Help an Agent Out: Learning From the Environment and Humans
Matthew E. Taylor, Lafayette College
Thursday, November 17th, 2011 from 4:00-5:00pm
Park 243 (Physics Lecture Hall), Bryn Mawr College
Significant advances have been made in autonomous learning, from game playing to training a robot to walk to autonomous helicopter flight. However, we have little understanding about how to best teach such agents. This talk will first present background on reinforcement learning, a paradigm where virtual and robotic agents can autonomously learn to act in complex environments. We will then discuss a selection of recent work towards integrating autonomous learning with advice from other agents or even humans.

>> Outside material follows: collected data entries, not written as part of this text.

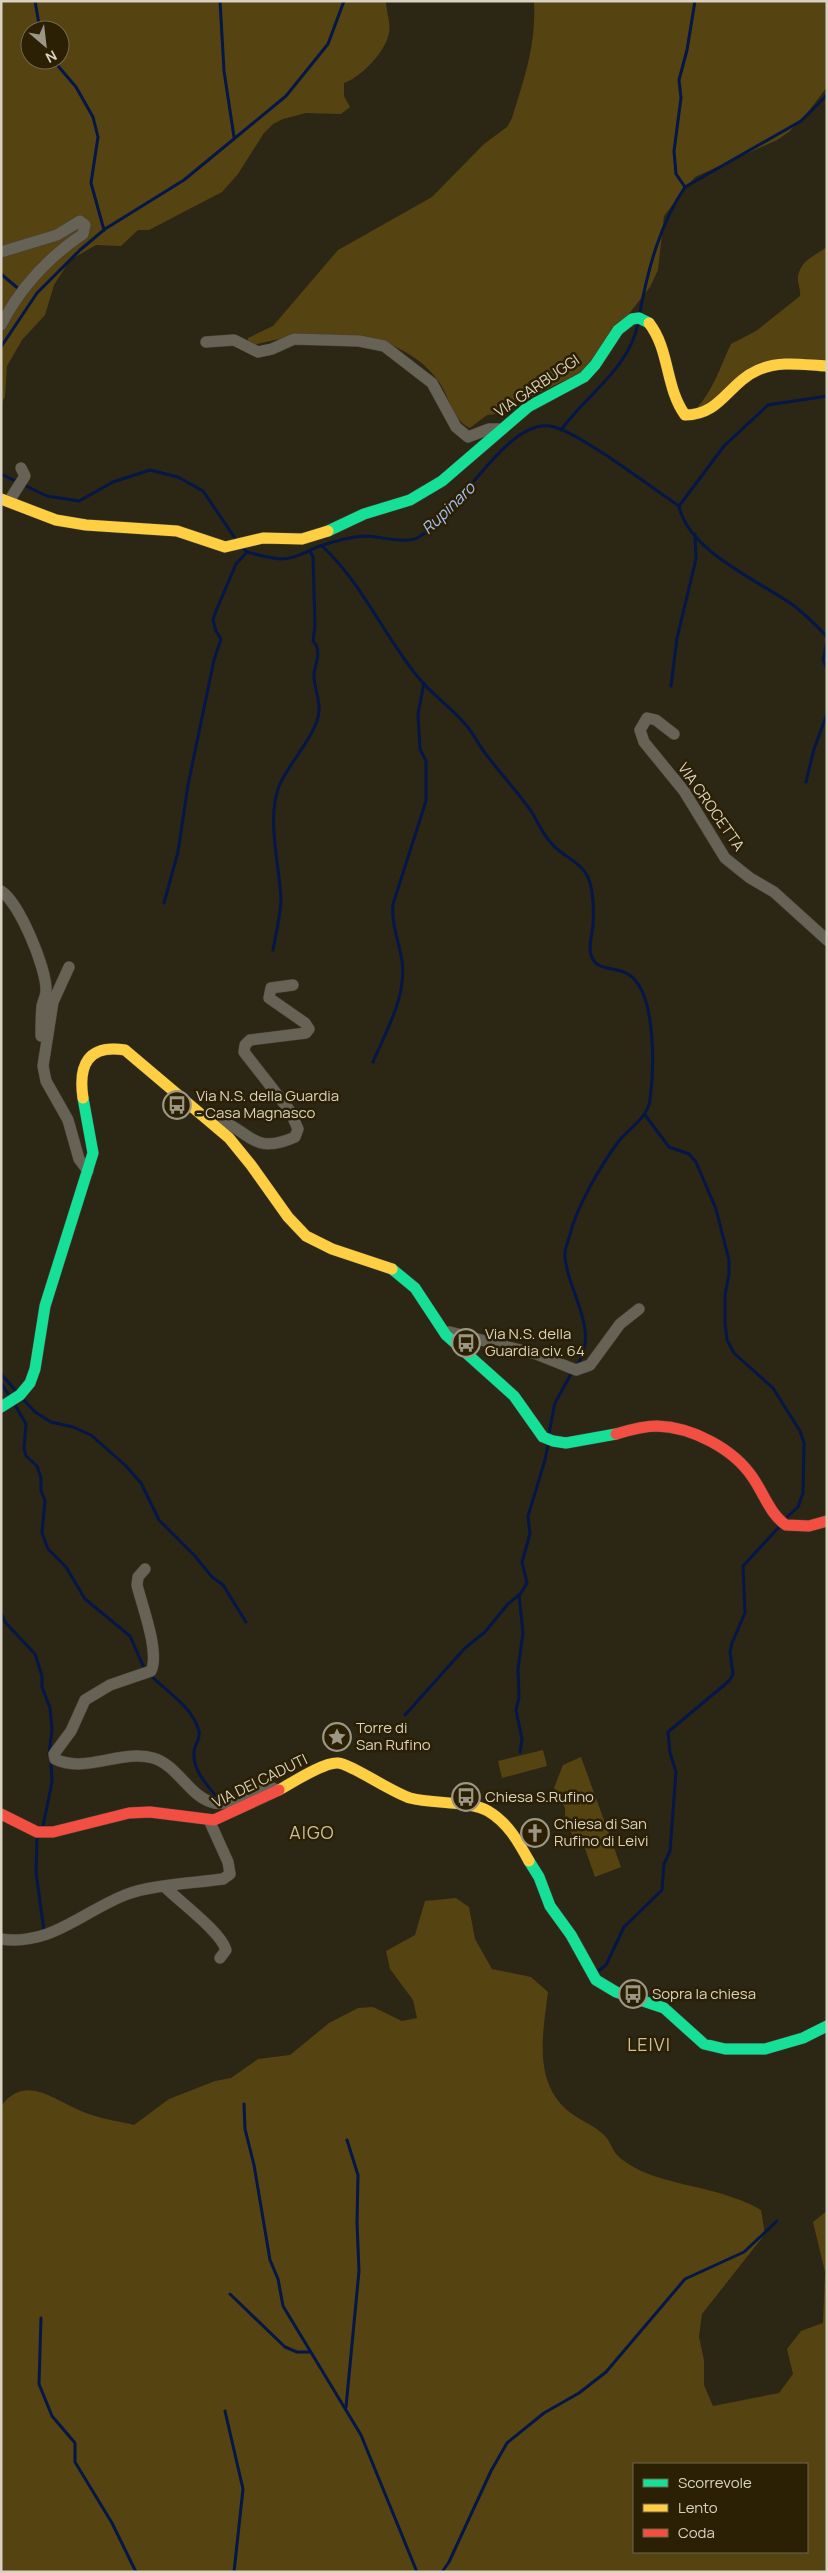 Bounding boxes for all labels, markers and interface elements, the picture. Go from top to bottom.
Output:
north arrow [20,20,70,70]
text: N [42,46,60,68]
street label: VIA GARBUGGI [490,349,583,422]
water label: Rupinaro [417,476,481,539]
street label: VIA CROCETTA [673,758,750,855]
place label: Via N.S. della Guardia - Casa Magnasco [196,1085,339,1123]
bus stop icon: Via N.S. della Guardia - Casa Magnasco [162,1090,192,1120]
place label: Via N.S. della Guardia civ. 64 [485,1323,585,1361]
bus stop icon: Via N.S. della Guardia civ. 64 [451,1328,481,1358]
place label: Torre di San Rufino [356,1717,431,1755]
place icon: Torre di San Rufino [322,1722,352,1752]
street label: VIA DEI CADUTI [209,1748,311,1813]
bus stop icon: Chiesa S.Rufino [451,1782,481,1812]
place label: Chiesa S.Rufino [485,1786,594,1807]
place label: Chiesa di San Rufino di Leivi [554,1813,649,1851]
church icon: Chiesa di San Rufino di Leivi [520,1818,550,1848]
district label: AIGO [289,1820,335,1844]
bus stop icon: Sopra la chiesa [618,1979,648,2009]
place label: Sopra la chiesa [652,1983,756,2004]
district label: LEIVI [627,2032,671,2056]
legend [633,2463,808,2553]
text: Scorrevole [678,2472,752,2493]
text: Lento [678,2497,718,2518]
text: Coda [678,2522,715,2543]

Matthew E. Taylor graduated magna cum laude with a double major in computer science and physics from Amherst College in 2001. After working for two years as a software developer, he began his Ph.D. with a MCD fellowship from the College of Natural Sciences. He received his doctorate from the Department of Computer Sciences at the University of Texas at Austin in the summer of 2008, supervised by Peter Stone. Matt recently completed a two year postdoctoral research position at the University of Southern California with Milind Tambe and is now an assistant professor at Lafayette College in the computer science department. His current research interests include intelligent agents, multi-agent systems, reinforcement learning, and transfer learning.